Abstracts

MANAGEMENT RECOMMENDATIONS FOR PATIENTS BEING ASSESSED FOR EPILEPSY SURGERY WHO HAVE UNDERGONE SUBDURAL STRIP VEEG MONITORING

Abstract number : 2.466
Submission category :
Year : 2003
Submission ID : 3818
Source : www.aesnet.org
Presentation date : 12/6/2003 12:00:00 AM
Published date : Dec 1, 2003, 06:00 AM

Authors :
Alan J. Wilensky, Carl B. Dodrill Regional Epilepsy Center, Department of Neurology, University of Washington, Seattle, WA; Neurological Surgery, University of Washington, Seattle, WA

Patients evaluated for epilepsy surgery usually undergo scalp video-electroencephalographic (VEEG) monitoring to determine the site of onset of their seizures. If this monitoring localizes the site of onset, and especially if there is a concordant other localizing finding (e.g. abnormal MRI), patients go on to resective surgery. If scalp monitoring is not definitive, intracranial monitoring is necessary. If the site of seizure onset has not been laterized, we do this monitoring using subdural strips. In order for patients to decide whether or not to undergo this investigative procedure, they need to know the likelihood of the various recommended next steps such as resective sugery versus medical mangement. We have historically indicated that over 80% of patients went on to surgery.
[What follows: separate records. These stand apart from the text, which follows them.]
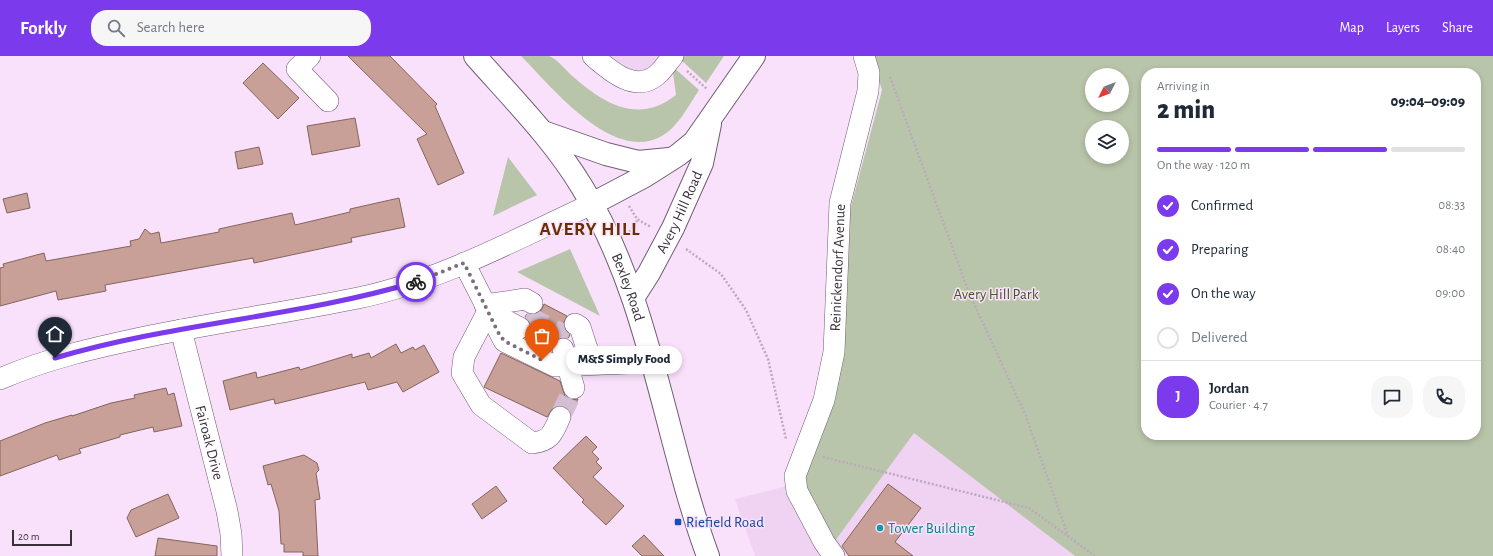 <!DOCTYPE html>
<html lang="en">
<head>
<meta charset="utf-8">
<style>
	body { margin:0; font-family:"Alegreya Sans",sans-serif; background:#f6f6f7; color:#1f2937; height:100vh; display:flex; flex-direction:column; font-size:15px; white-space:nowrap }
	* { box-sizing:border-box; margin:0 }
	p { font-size:13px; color:#747a83 }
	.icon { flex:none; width:22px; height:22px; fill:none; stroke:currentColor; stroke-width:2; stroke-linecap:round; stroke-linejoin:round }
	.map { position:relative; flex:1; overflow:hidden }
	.side { position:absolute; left:1141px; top:12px; width:340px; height:372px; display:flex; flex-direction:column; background:#fff; border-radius:16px; box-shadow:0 2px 6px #0003 }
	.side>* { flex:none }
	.needle { width:26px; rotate:228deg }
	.buttons { position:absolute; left:1085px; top:12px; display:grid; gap:8px }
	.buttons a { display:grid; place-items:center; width:44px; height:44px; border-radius:50%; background:#fff; box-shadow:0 2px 6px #0003; font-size:20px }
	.scale { position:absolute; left:12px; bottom:10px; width:60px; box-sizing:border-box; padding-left:4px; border:2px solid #393039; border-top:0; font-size:11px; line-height:14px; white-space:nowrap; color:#393039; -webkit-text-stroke:3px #f9e1fb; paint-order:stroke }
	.pin { position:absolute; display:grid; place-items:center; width:34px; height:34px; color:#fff; margin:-41px -17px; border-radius:50% 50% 50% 0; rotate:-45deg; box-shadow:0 0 4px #0007 }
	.pin .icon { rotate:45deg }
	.courier { position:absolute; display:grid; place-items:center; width:40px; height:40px; margin:-20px; border:3px solid #7c3aed; border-radius:50%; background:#fff; color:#222; box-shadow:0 1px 5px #0007 }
	.bubble { position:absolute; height:28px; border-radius:14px; background:#fff; box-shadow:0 2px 6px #0003; font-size:13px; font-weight:800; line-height:28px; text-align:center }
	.overview em { font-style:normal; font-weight:800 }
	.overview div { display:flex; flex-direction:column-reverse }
	.overview { display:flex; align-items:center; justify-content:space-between; height:68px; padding:0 16px }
	h1 { font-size:26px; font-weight:800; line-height:30px }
	.bar { display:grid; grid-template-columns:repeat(4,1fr); gap:6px 4px; align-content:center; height:48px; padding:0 16px }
	.bar i { height:5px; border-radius:3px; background:#e0e1e3 }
	.bar .selected { background:#7c3aed }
	.bar p { grid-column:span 4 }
	.line { display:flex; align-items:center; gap:10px; padding:0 16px; border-top:1px solid #e0e1e3 }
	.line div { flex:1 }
	.round { display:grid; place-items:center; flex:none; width:42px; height:42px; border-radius:16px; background:#f6f6f7 }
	ol { padding:0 16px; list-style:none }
	li { display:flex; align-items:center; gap:12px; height:44px }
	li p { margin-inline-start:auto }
	li .icon { padding:4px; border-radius:50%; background:#7c3aed; color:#fff; stroke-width:4 }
	li:last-child { color:#747a83 }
	li i { width:22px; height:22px; border:2px solid #e0e1e3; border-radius:50% }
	header { display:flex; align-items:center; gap:24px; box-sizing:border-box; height:56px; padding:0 20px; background:#7c3aed; color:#fff }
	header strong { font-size:19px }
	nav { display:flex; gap:22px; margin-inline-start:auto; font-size:14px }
	.search { width:280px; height:36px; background:#f6f6f7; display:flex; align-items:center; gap:10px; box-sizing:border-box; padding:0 14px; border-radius:16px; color:#747a83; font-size:15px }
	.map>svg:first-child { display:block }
	.built { fill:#f0d3f2 }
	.green { fill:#b9c5aa; fill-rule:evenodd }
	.building { fill:#c9a098; stroke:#83645d }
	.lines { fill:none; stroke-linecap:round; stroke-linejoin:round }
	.minor-tunnel { stroke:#d3bed4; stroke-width:21; stroke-dasharray:21 10; stroke-linecap:butt }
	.minor-casing { stroke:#715d73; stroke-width:22 }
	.major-casing { stroke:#715d73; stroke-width:24 }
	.path { stroke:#bca9bd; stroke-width:2.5; stroke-dasharray:2 2; stroke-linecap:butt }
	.minor { stroke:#fff; stroke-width:21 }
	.major { stroke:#fff; stroke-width:22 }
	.done { stroke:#7c6e7d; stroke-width:4; stroke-dasharray:0 7.2 }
	.route { stroke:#7c3aed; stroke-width:5 }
	.transit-dot { fill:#1a4fb4; stroke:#f9e1fb; stroke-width:1.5 }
	.culture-dot { fill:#0f9aa8; stroke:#f9e1fb; stroke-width:1.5 }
	.labels { text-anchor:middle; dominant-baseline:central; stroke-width:3; stroke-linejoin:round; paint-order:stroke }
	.street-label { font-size:15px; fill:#393039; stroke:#f9e1fb }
	.park-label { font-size:15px; fill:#445722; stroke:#f9e1fb }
	.transit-label { font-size:15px; fill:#164399; stroke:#f9e1fb; text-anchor:start }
	.culture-label { font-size:15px; fill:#0d838f; stroke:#f9e1fb; text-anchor:start }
	.district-label { font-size:19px; font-weight:bold; letter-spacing:1px; fill:#6a2f00; stroke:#f9e1fb }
</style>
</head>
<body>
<header>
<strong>Forkly</strong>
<div class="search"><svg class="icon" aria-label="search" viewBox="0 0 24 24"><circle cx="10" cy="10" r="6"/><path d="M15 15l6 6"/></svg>Search here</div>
<nav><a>Map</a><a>Layers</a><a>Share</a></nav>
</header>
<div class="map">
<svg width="1493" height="500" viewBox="0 0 1493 500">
	<rect width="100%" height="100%" fill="#f9e1fb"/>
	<path class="built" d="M593 0H673L641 26Z
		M914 376 1075 500H755L735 443 804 426 835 485Z"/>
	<path class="green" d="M521 0C530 0 541 0 549 0 556 2 565 13 570 18 602 46 636 70 676 39L672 10 699 34C689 49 677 73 660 81 611 106 551 30 521 0Z
		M683 0H724L706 27 680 3Z
		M871 0H1493V500H1075L914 377 835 485 804 426 844 298 850 154 882 34ZM1146 17H1476V379H1146ZM1092 19H1122V49H1092ZM1092 71H1122V101H1092Z
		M508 101 537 139 493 160Z
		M570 193 600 260 517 216Z"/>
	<path class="building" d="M348 0H390L437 48 435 50 464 117 438 129 417 83 427 78Z
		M263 7 299 42 278 63 243 27Z
		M355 62 360 90 312 99 307 70Z
		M259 91 263 108 238 113 235 96Z
		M27 137 30 152 7 157 3 143Z
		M399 142 405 171 351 182 352 186 254 207 253 202 105 229 106 235 58 244 56 235 0 250V212L4 211 3 208 44 197 46 205 131 190 130 185 139 183 145 173 151 178 159 176 161 187 219 176V173L292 157 295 169 350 156V153Z
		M544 248 567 260 563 268 565 274 570 279 568 282 560 281 555 284 552 290 551 295 526 282 530 278 532 272 530 265 525 261 527 258H538L542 253Z
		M396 288 401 297 413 291 415 294 424 289 439 316 403 336 397 326 368 334 365 326 275 348 274 343 230 354 223 325 256 316 257 322 299 311 300 314 352 298V302L369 297 371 302Z
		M501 297 560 325 565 340 571 344 578 343 571 358 565 350 558 349 553 352 547 361 484 331Z
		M166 332 168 339 174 337 182 370 154 376 153 371 120 379V381L79 393 81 397 59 404 57 399 0 420V385L45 367 72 359V360L111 347 135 342 134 339Z
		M586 380 597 391 592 396 599 403 596 406 602 412 593 421 624 450 606 469 582 446 584 444 553 412Z
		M304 399 317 407 319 414 316 417 320 443 315 444 318 500H303V496H284V488H281L279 455 271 428 268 429 263 410Z
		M888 428 921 452 895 486 913 500H849L842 490Z
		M496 430 507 445 482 463 472 448Z
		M168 438 179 462 136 481 127 462 131 454Z
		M644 479 664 500H642L632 490Z
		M158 482 217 490V500H155Z"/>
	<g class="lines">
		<path class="minor-tunnel" d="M526 260 568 281
			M560 361 574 332"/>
		<defs>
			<g id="minor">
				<path d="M310 0 297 13 328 45"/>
				<path d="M593 0C610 15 637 39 659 17 664 12 668 6 673 0"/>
				<path d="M464 207 504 285 555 310 653 306"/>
				<path d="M485 249 525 243 532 247"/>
				<path d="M575 268 580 271 592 308"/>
				<path d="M520 272 488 255 464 301 462 317 481 349 532 387C551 385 553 377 560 361"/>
				<path id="s1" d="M181 274 227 455 231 478 232 500"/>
				<path d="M563 293 574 332"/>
				<path d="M0 323C48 302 98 291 150 280 219 266 289 256 358 242 440 225 516 183 592 148"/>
				<path id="s2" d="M834 500 824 486 797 435 795 420 824 344 834 296 840 147 868 35 869 17 864 0"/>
			</g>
			<g id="major">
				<path id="s3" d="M475 0C512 42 553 83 582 131 651 243 663 378 708 500"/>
				<path d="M543 76 606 98 638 106 669 103"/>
				<path d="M592 148 645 120 678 99 694 86 754 0"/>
				<path id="s4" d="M633 242 649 217 673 172 702 107 710 68"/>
			</g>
		</defs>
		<use href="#minor" class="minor-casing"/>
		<use href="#major" class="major-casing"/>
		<path class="path" d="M687 15 707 33
			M890 21 969 237 1026 360 1068 480
			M629 150 637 163 651 171
			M629 176 635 170 637 163
			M686 193 721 218 746 254 768 303 786 383
			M823 401 1029 452 1095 500"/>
		<use href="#minor" class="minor"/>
		<use href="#major" class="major"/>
	</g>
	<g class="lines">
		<path class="done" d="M416 226 464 207 498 276 504 285 542 304"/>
		<path class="route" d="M55 302C173 267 298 261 416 226"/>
	</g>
	<rect class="transit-dot" x="674" y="462" width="8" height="8" rx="2"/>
	<circle class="culture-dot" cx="880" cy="472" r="4"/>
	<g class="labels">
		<g class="street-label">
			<text stroke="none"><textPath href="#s4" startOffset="98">Avery Hill Road</textPath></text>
			<text stroke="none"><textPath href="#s2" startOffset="305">Reinickendorf Avenue</textPath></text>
			<text stroke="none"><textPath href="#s3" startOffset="280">Bexley Road</textPath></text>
			<text stroke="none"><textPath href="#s1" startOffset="116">Fairoak Drive</textPath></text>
		</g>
		<g class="park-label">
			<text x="996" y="238">Avery Hill Park</text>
		</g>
		<g class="transit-label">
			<text x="686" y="466">Riefield Road</text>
		</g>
		<g class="culture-label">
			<text x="888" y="472">Tower Building</text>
		</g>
		<g class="district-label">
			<text x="590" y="173">AVERY HILL</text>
		</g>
	</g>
</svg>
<div class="buttons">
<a><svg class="needle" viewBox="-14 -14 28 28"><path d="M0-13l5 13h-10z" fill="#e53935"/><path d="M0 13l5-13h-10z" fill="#747a83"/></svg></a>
<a><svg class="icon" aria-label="layers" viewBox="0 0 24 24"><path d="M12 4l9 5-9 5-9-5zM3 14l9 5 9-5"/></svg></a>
</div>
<div class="scale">20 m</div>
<div class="pin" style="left:542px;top:304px;background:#ea580c"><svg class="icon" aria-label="bag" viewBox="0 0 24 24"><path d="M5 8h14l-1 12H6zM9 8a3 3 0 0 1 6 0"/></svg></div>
<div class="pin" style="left:55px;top:302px;background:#1f2937"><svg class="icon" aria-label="home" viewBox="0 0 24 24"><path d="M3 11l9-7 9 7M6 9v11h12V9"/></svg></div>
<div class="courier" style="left:416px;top:226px"><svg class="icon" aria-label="bike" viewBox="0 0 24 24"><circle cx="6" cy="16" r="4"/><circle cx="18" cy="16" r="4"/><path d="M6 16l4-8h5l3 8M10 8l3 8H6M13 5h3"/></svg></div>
<div class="bubble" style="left:566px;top:290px;width:116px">M&amp;S Simply Food</div>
<section class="side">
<div class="overview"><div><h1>2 min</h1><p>Arriving in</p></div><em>09:04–09:09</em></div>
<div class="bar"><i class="selected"></i><i class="selected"></i><i class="selected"></i><i></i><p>On the way · 120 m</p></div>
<ol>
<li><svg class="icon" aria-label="check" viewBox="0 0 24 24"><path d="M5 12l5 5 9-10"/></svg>Confirmed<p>08:33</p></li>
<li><svg class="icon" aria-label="check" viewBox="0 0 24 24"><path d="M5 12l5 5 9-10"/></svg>Preparing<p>08:40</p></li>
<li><svg class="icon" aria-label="check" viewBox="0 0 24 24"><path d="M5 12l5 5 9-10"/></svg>On the way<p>09:00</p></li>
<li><i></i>Delivered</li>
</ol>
<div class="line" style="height:72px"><b class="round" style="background:#7c3aed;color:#fff">J</b><div><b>Jordan</b><p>Courier · 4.7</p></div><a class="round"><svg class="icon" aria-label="chat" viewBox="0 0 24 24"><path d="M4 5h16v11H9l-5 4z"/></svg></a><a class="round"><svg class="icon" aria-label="phone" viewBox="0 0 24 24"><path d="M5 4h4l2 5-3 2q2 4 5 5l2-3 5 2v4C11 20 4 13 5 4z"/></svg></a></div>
</section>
</div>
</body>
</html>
The object of this study was to provide data as to the frequency of various management recommendations after subdural strip VEEG monitoring at our center.
The University of Washington Regional Epilepsy Center Clinical Data Base was searched to identify patients who had undergone subdural strip VEEG monitoring. Each patient is discussed in conference following monitoring and a recommendation is made as to further management. The frequency of recommendations of the various treatments, surgery, medical management, repeat monitoring with a subdural grid to be followed by surgery, vagus nerve stimulator (VNS) were noted.
One hundred and five patients were identified. Following monitoring, surgery was recommended in 50(48%) cases, medical mangement in 18(17%), grid monitoring in 18(17%), and VNS in 3(3%). One patient had no seizure activity and repeat monitoring was recommended, but the patient decline further workup. Three participated in family conferences and one opted for surgery and two for medical management. Additional tests were requested for 12 patients, such as additional imaging or WADA testing before definitive recommendation was made. Five of these were eventually referred for surgery directly, 3 for grids, and 4 to medical mangement. Overall 56 of 105(53%) went to surgery without further monitoring and 21(20%) had a grid inserted before planned definitive surgery. Two did not go on to resective surgery. Twenty-eight(27%) continued with medical management or VNS.
Only 53% of our patients went directly to surgical resection following strip monitoring. Another 20% had monitoring with a grid before resection and two of those did not have definitive surgery. Thus 29% of our patients who had subdural strip VEEG monitoring did not go on to resection. We had unintentionally overstated the likelihood of definitive surgery for our patients after strip monitoring. It is important to provide our patients with accurate figures as to the possible outcomes of their monitoring, so they can make rational decisions as to their further treatment.